Cosmetic tourism – how to stay safe
5 Min Read
Summer is here, the weather is improving and a certain programme on TV is another reminder, or perhaps pressure is a more accurate word, on many people as to how they are expected to look.
The perceived solution is often cosmetic surgery and/or cosmetic dentistry, and recent media reports have focused on an increase in travel to undergo cosmetic and dental procedures.
Why do people travel abroad for cosmetic procedures?
Tempted by lower prices for private treatment compared to the UK, many take the decision to undergo surgery abroad. The thought of enjoying a holiday whilst recovering at the same time is tempting for many, but it is easy to forget that you will more than likely be advised to stay out of the sun whilst your wounds heal and consuming alcohol and smoking are advised against. Spending your recovery relaxing by the pool is unlikely.

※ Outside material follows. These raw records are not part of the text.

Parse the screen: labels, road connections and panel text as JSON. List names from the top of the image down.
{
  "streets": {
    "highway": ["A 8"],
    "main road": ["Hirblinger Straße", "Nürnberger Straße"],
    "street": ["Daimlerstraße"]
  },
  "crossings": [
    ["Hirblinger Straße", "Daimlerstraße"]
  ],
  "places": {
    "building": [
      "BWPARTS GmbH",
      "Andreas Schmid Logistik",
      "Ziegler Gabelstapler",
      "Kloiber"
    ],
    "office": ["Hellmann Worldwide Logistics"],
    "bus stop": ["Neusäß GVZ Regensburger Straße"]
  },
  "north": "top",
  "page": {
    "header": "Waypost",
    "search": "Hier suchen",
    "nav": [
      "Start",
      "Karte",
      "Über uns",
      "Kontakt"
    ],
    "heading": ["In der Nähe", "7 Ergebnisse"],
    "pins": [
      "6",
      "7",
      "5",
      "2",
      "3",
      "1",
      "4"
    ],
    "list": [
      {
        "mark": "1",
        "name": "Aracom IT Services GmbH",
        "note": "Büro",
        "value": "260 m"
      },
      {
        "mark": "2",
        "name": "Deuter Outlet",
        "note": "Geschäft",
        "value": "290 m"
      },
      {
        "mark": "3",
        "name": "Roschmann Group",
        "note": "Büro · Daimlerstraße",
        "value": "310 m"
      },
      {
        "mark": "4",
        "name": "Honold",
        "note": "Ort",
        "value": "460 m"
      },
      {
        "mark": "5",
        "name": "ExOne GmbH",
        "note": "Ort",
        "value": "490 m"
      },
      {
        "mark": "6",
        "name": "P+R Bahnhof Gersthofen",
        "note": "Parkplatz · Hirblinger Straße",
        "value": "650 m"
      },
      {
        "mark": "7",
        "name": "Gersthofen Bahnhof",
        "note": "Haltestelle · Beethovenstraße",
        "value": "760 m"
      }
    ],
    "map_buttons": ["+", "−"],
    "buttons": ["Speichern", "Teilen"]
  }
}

Whilst many have very positive experiences of undergoing surgery abroad, travelling abroad to undergo any elective surgery is not without risk. The consequences of negative outcomes are more prevalent than ever and the Foreign Office has issued a warning to those considering travelling, particularly to Turkey, for surgery. This announcement has come after an increase in the number of people who have died since January 2019 having travelled to Turkey for surgery.
Travelling for weight-loss surgery
For many, their weight is a constant battle and after years of various failed attempts to shed the pounds bariatric surgery is the only option left to consider. Others consider surgery after having children and either struggle to lose those excess pounds or have managed to lose the extra pounds only to be left with excess skin.
In England, accessing bariatric surgery on the NHS is extremely difficult and NICE guidelines set out the extensive requirements that must be met. This is an extensive programme to ensure people are suitable for such a serious procedure. Agreeing to follow up care is also required. Given the criteria and waiting list it is perhaps not surprising that many people consider alternative options.
Cosmetic procedures such as liposuction and tummy tucks are invasive and expensive treatments not without significant risk not to be undertaken lightly.
Surgical options abroad
The BBC has also highlighted the risks of surgery abroad in recent news articles Belfast woman’s warning after Turkish cosmetic surgery ordeal – BBC News. This Morning has dealt with the issues experienced by a mother and daughter who travelled to Turkey for surgery.
The British Association of Plastic Reconstructive and Aesthetic Surgeons has produced an information guide for those considering cosmetic surgery abroad. It provides some very useful guidance to consider when looking at surgical options abroad. Cosmetic Surgery Abroad | BAPRAS
Given the cost of surgery, it is understandable to see why people consider cheaper options. However, one shouldn’t lose sight of the risks of travelling abroad for surgery. One needs to consider what happens if the surgery is unsuccessful and you are due to travel home. Do you have insurance to cover these risks and the likely consequences of not being able to make your pre-arranged flight and having to stay abroad for longer than you had anticipated? Are you travelling on your own or will anyone be with you if you require assistance if your recovery does not go to plan?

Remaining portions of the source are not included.